_Work task_
Reproduce the following data exactly, minus any images.

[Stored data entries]
════════════════
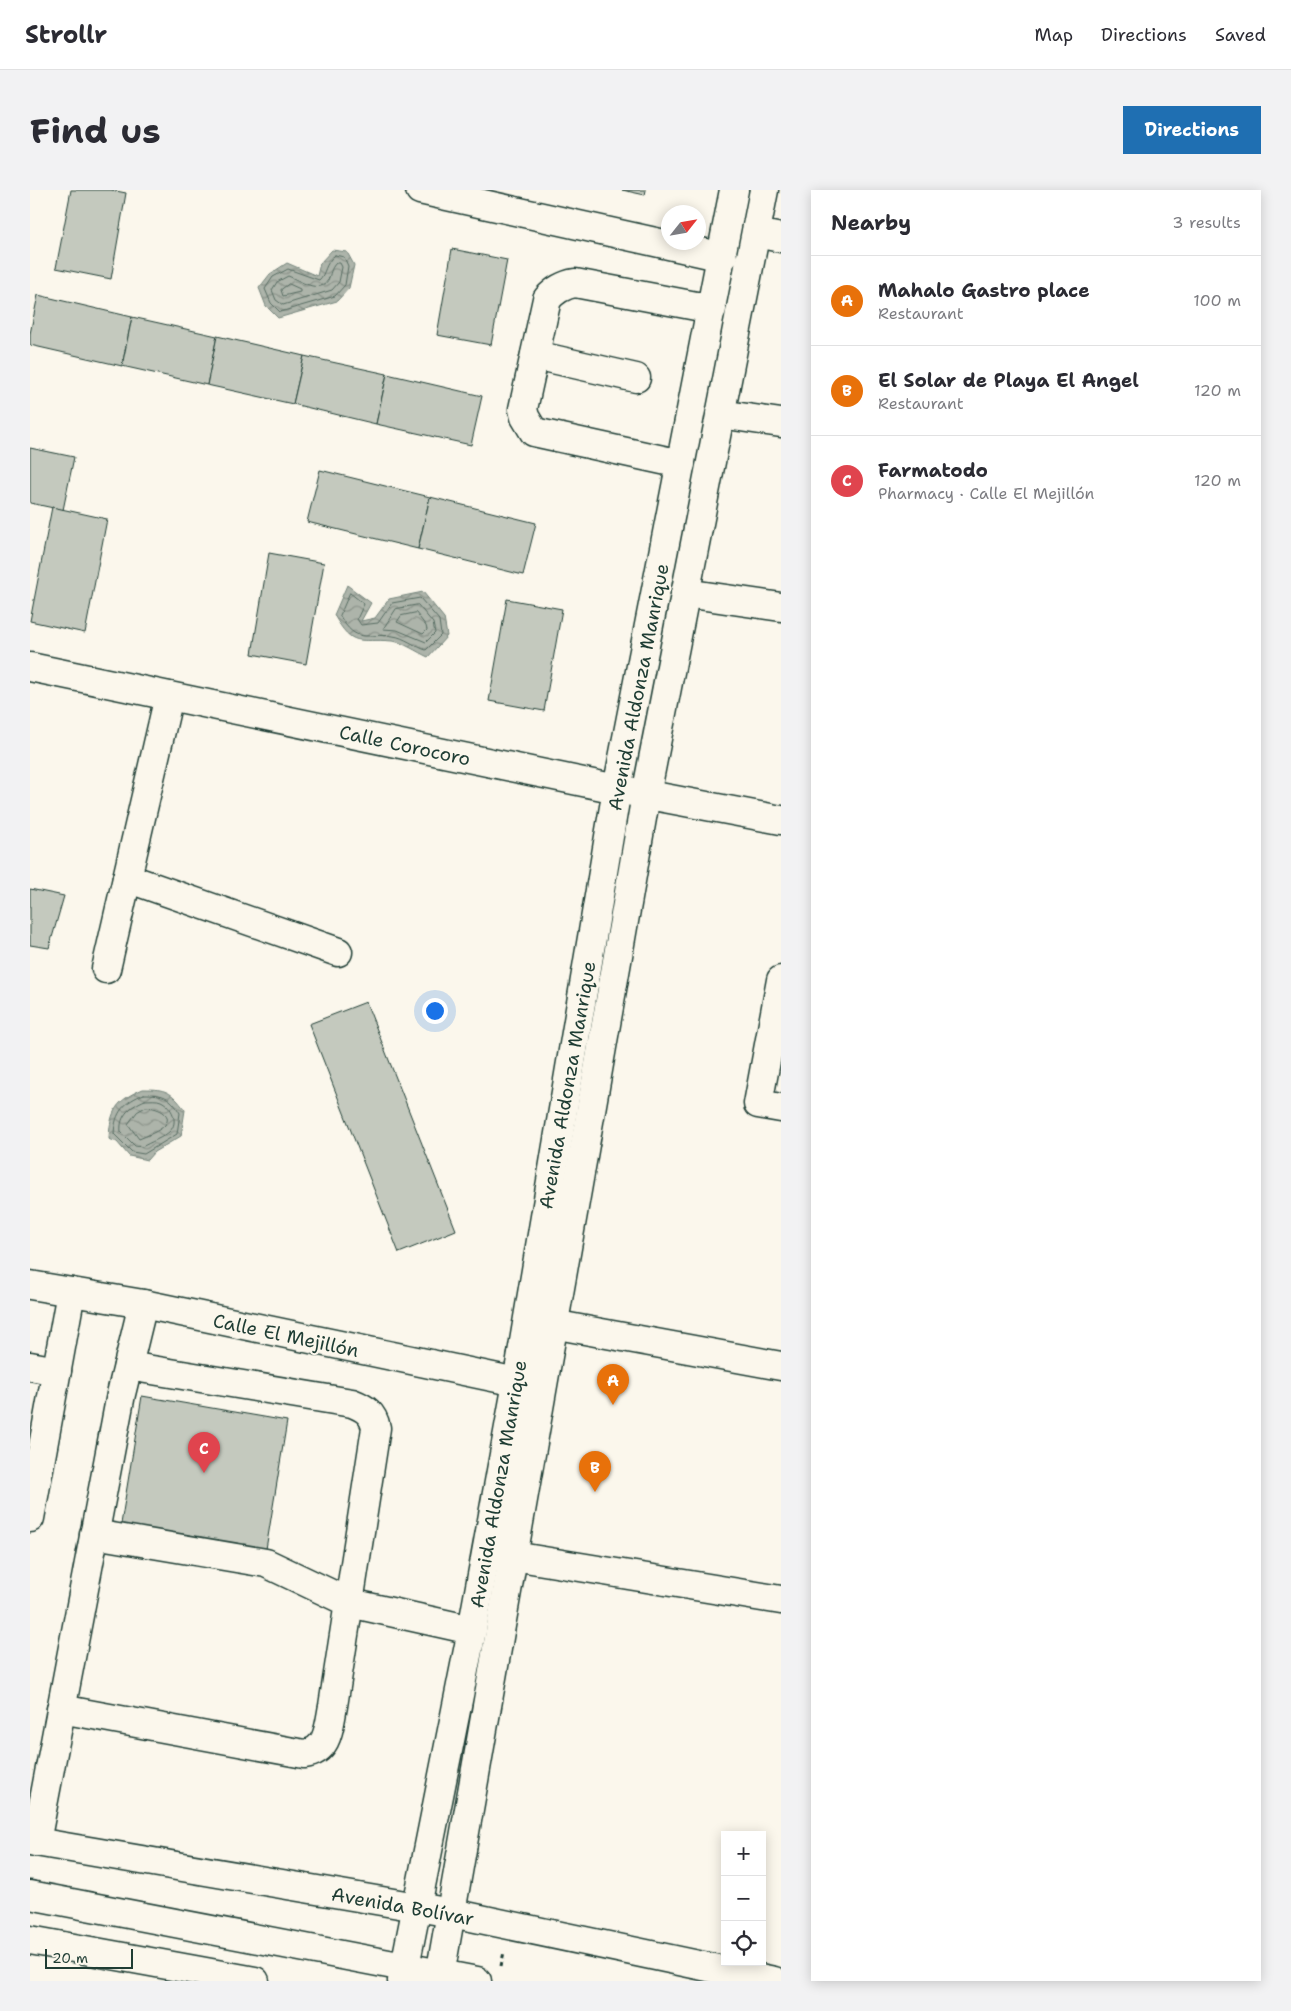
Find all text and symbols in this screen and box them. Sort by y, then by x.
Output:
text: Strollr [25,19,107,51]
text: Map [1035,23,1073,47]
text: Directions [1101,23,1187,47]
text: Saved [1215,23,1266,47]
button: Directions [1123,106,1261,154]
text: Find us [30,107,161,154]
north arrow [661,205,706,250]
text: Nearby [831,209,911,237]
text: 3 results [1172,212,1241,233]
text: Mahalo Gastro place [878,278,1090,303]
text: A [841,290,853,311]
text: 100 m [1193,290,1241,311]
text: Restaurant [878,303,964,324]
text: El Solar de Playa El Angel [878,368,1139,393]
text: B [842,380,852,401]
text: 120 m [1194,380,1241,401]
text: Restaurant [878,393,964,414]
text: Farmatodo [878,458,988,483]
text: C [842,470,852,491]
text: 120 m [1194,470,1241,491]
text: Pharmacy · Calle El Mejillón [878,483,1094,504]
street label: Avenida Aldonza Manrique [602,561,675,813]
street label: Calle Corocoro [337,719,473,772]
street label: Avenida Aldonza Manrique [533,959,602,1211]
your location [422,998,448,1024]
street label: Calle El Mejillón [211,1308,361,1363]
street label: Avenida Aldonza Manrique [464,1358,533,1610]
pin: A [597,1364,629,1405]
pin: C [188,1432,220,1473]
pin: B [579,1451,611,1492]
map controls [721,1831,766,1966]
button: + [721,1831,766,1876]
button: − [721,1876,766,1921]
street label: Avenida Bolívar [330,1882,476,1931]
button: locate [721,1921,766,1966]
scale bar [45,1946,132,1969]
text: 20 m [52,1949,88,1967]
════════════════
_Result_
Find all text and symbols in this screen and box them. Sort by y, then by x.
Output:
text: Strollr [25,19,107,51]
text: Map [1035,23,1073,47]
text: Directions [1101,23,1187,47]
text: Saved [1215,23,1266,47]
button: Directions [1123,106,1261,154]
text: Find us [30,107,161,154]
north arrow [661,205,706,250]
text: Nearby [831,209,911,237]
text: 3 results [1172,212,1241,233]
text: Mahalo Gastro place [878,278,1090,303]
text: A [841,290,853,311]
text: 100 m [1193,290,1241,311]
text: Restaurant [878,303,964,324]
text: El Solar de Playa El Angel [878,368,1139,393]
text: B [842,380,852,401]
text: 120 m [1194,380,1241,401]
text: Restaurant [878,393,964,414]
text: Farmatodo [878,458,988,483]
text: C [842,470,852,491]
text: 120 m [1194,470,1241,491]
text: Pharmacy · Calle El Mejillón [878,483,1094,504]
street label: Avenida Aldonza Manrique [602,561,675,813]
street label: Calle Corocoro [337,719,473,772]
street label: Avenida Aldonza Manrique [533,959,602,1211]
your location [422,998,448,1024]
street label: Calle El Mejillón [211,1308,361,1363]
street label: Avenida Aldonza Manrique [464,1358,533,1610]
pin: A [597,1364,629,1405]
pin: C [188,1432,220,1473]
pin: B [579,1451,611,1492]
map controls [721,1831,766,1966]
button: + [721,1831,766,1876]
button: − [721,1876,766,1921]
street label: Avenida Bolívar [330,1882,476,1931]
button: locate [721,1921,766,1966]
scale bar [45,1946,132,1969]
text: 20 m [52,1949,88,1967]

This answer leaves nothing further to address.